When it comes to serving younger clients, financial advisory firms tend either to dabble in it with whatever leftover resources they have or take a whole-hog approach through something like the XY Planning Network.
But that wasn't going to cut it for The Johnston Group, which is why the $500 million Minneapolis-based firm created a separate Foundations platform to target clients who didn't fit into the firm's traditional market of older, wealthier investors.
"My opinion was if we could start with a younger group of clients and have them understand that it's all about managing their cash flow intelligently, then they would be wealthier clients in the future and we would be expanding generationally," said Brad Johnston, the firm's founder.
The Johnston Group was founded 24 years ago, but the dedicated focus on clients who are just getting their feet wet in investing dates back just two years, when some of the younger advisers at the firm convinced Mr.
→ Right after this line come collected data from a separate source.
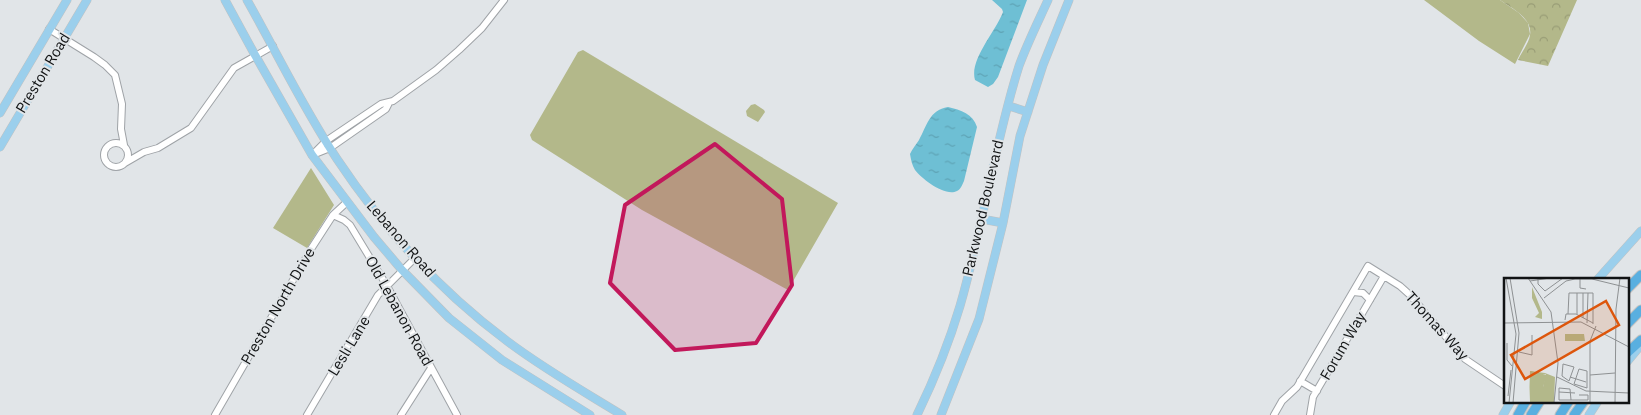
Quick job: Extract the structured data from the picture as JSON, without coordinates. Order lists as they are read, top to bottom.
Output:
{
  "streets": {
    "main road": ["Preston Road", "Parkwood Boulevard", "Lebanon Road"],
    "street": [
      "Preston North Drive",
      "Old Lebanon Road",
      "Thomas Way",
      "Lesli Lane",
      "Forum Way"
    ]
  },
  "crossings": [
    ["Lebanon Road", "Preston North Drive"],
    ["Lebanon Road", "Lesli Lane"],
    ["Preston North Drive", "Old Lebanon Road"],
    ["Old Lebanon Road", "Lesli Lane"],
    ["Thomas Way", "Forum Way"]
  ]
}
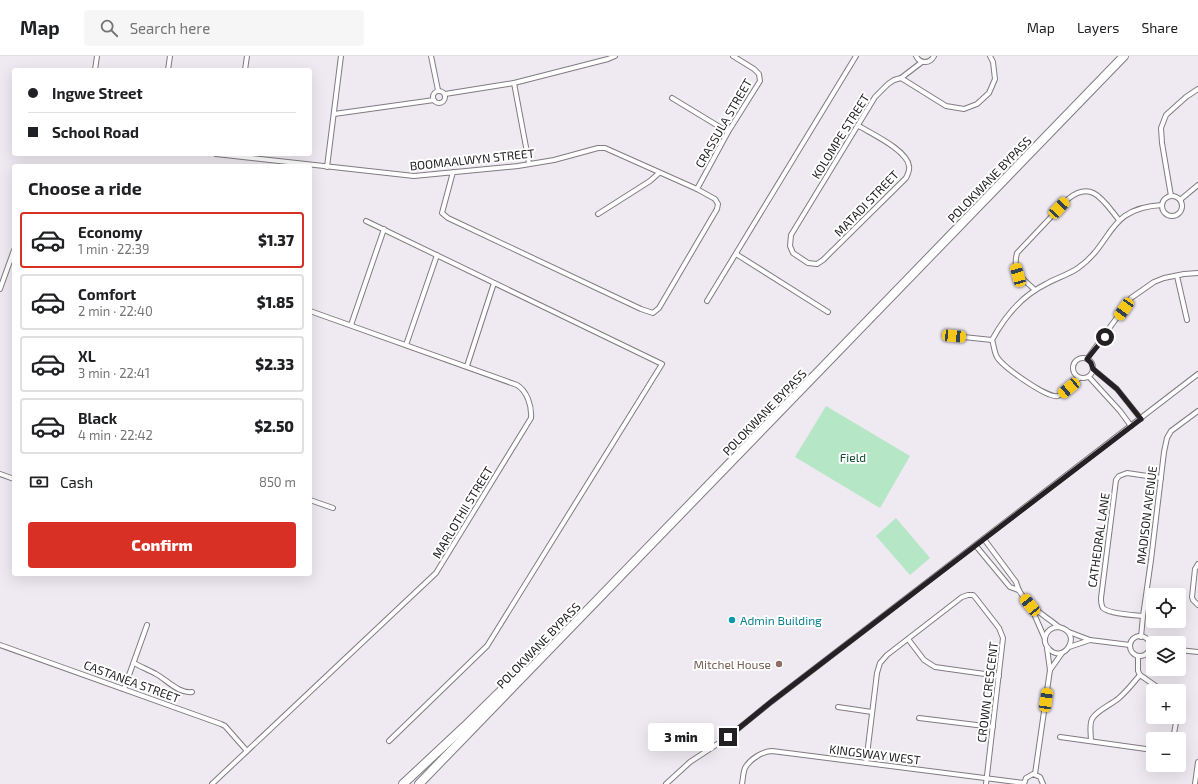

Johnston to experiment with working with clients who might not generate a lot of revenue for the firm.
The result was the Foundations platform, which starts with a comprehensive financial plan that costd clients between $500 and $1,500. From there, any assets are funneled to Charles Schwab's Intelligent Portfolios robo platform, which The Johnston Group white labels and accesses through its custodial relationship with Schwab.
"We see advisors leveraging the automated investing solution as a means to serve smaller accounts in a more scalable way,"said Jessica Heffron, vice president for client experience at Schwab Advisor Services. "We also have advisors who are actively using the IIP platform as a growth engine for their firm. These firms have created a differentiated offering for investors who may not be ready yet for their full wealth management offer."
The Foundations platform has grown to more than 100 clients. And with an average account size of $50,000, the platform has added $5 million to the robo-platform, for which The Johnston Group charges 60 basis points on assets under management.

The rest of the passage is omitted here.